三度目の緊急事態宣言が延長され、長い自粛生活が続いています。
大阪梅田に出ることもなくなり、山に登ることも自粛気味。
ルクアイーレの蔦屋で本を買って、行きつけの”なにわ翁”で、お銚子一本の昼酒を楽しみ〆は故郷のおろし蕎麦。
そんなささやかな日常が遠ざかってからもう一年半が過ぎようとしています。
「人は未来は変えられると思っている。そして変えられるのは未来だけだと思っているが、実際は未来は常に過去を変えている。変えられるともいうし、変わってしまうともいう。」
という言葉をある本で読んだことがあります。
その本の中では、子供のころ遊んだテーブル状の石が、その後の不幸な経験でそれまでとは異なった意味を持つようになってしまったようです。
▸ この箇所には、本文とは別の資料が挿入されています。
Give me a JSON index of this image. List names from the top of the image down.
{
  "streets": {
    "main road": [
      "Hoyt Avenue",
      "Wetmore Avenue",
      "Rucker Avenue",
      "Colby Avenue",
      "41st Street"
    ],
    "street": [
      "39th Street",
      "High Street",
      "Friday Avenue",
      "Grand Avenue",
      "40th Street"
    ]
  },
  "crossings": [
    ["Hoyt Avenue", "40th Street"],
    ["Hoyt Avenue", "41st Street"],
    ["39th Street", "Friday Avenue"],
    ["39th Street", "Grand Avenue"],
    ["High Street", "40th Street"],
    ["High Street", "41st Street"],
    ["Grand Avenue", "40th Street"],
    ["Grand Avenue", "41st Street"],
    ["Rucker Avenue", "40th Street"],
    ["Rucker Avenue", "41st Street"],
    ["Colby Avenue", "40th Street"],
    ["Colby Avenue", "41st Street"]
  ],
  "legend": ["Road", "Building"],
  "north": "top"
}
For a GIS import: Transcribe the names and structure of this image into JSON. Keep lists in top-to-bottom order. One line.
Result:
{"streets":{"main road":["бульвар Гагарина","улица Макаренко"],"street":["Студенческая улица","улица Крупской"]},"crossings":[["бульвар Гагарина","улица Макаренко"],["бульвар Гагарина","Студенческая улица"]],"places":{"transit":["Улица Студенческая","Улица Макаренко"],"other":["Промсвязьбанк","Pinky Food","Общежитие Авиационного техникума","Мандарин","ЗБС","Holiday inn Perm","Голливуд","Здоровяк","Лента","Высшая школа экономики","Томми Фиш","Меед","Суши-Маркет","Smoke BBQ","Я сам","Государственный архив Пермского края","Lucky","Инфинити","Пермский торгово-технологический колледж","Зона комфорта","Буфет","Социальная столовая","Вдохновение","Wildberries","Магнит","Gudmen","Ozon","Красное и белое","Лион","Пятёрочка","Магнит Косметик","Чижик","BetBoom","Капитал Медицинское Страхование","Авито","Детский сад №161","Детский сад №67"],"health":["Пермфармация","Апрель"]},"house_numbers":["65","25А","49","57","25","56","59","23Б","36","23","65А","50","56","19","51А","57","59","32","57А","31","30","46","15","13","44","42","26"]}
「花の姿を知らないまま眺めた蕾は、知ってからは、もうおなじ蕾じゃない」という風にも形容していました。
ひとつの過去の事実が、その後の経験や努力で良い想い出にも嫌な思い出にもなってしまう、時には異なる意味を持ってしまうということだったように思います。
私も小さい時の思い出のある場所に大人になって足を運んだら、それまでのきらびやかな思い出とは異なり、小さなさびれた場所だったという経験をしたことがあります。
この場合は未来によって変わったというよりも、過去の事実が年月を経るごとにどんどん書き換えられたということかもしれません。
人の記憶はあいまいで、年月を経ることで新しいページを繰るように美化され純化されて行くこともあるでしょうし、先に書いたようにその後の経験によって良いようにも、悪しきようにも変わっていくのでしょう。
過去の事実を思い出し評価するのは未来の自分だから、それまでどのように生きてきたかが問われるのでしょうか。
今回のコロナ騒ぎは、十年後どのように思い出されるのでしょうか。
この世界的な不幸を皆の知恵と努力で乗り越え、その後のより良い社会に向けた変革のターニングポイントになったと、後々思い出すことが出来るようになると良いのですが。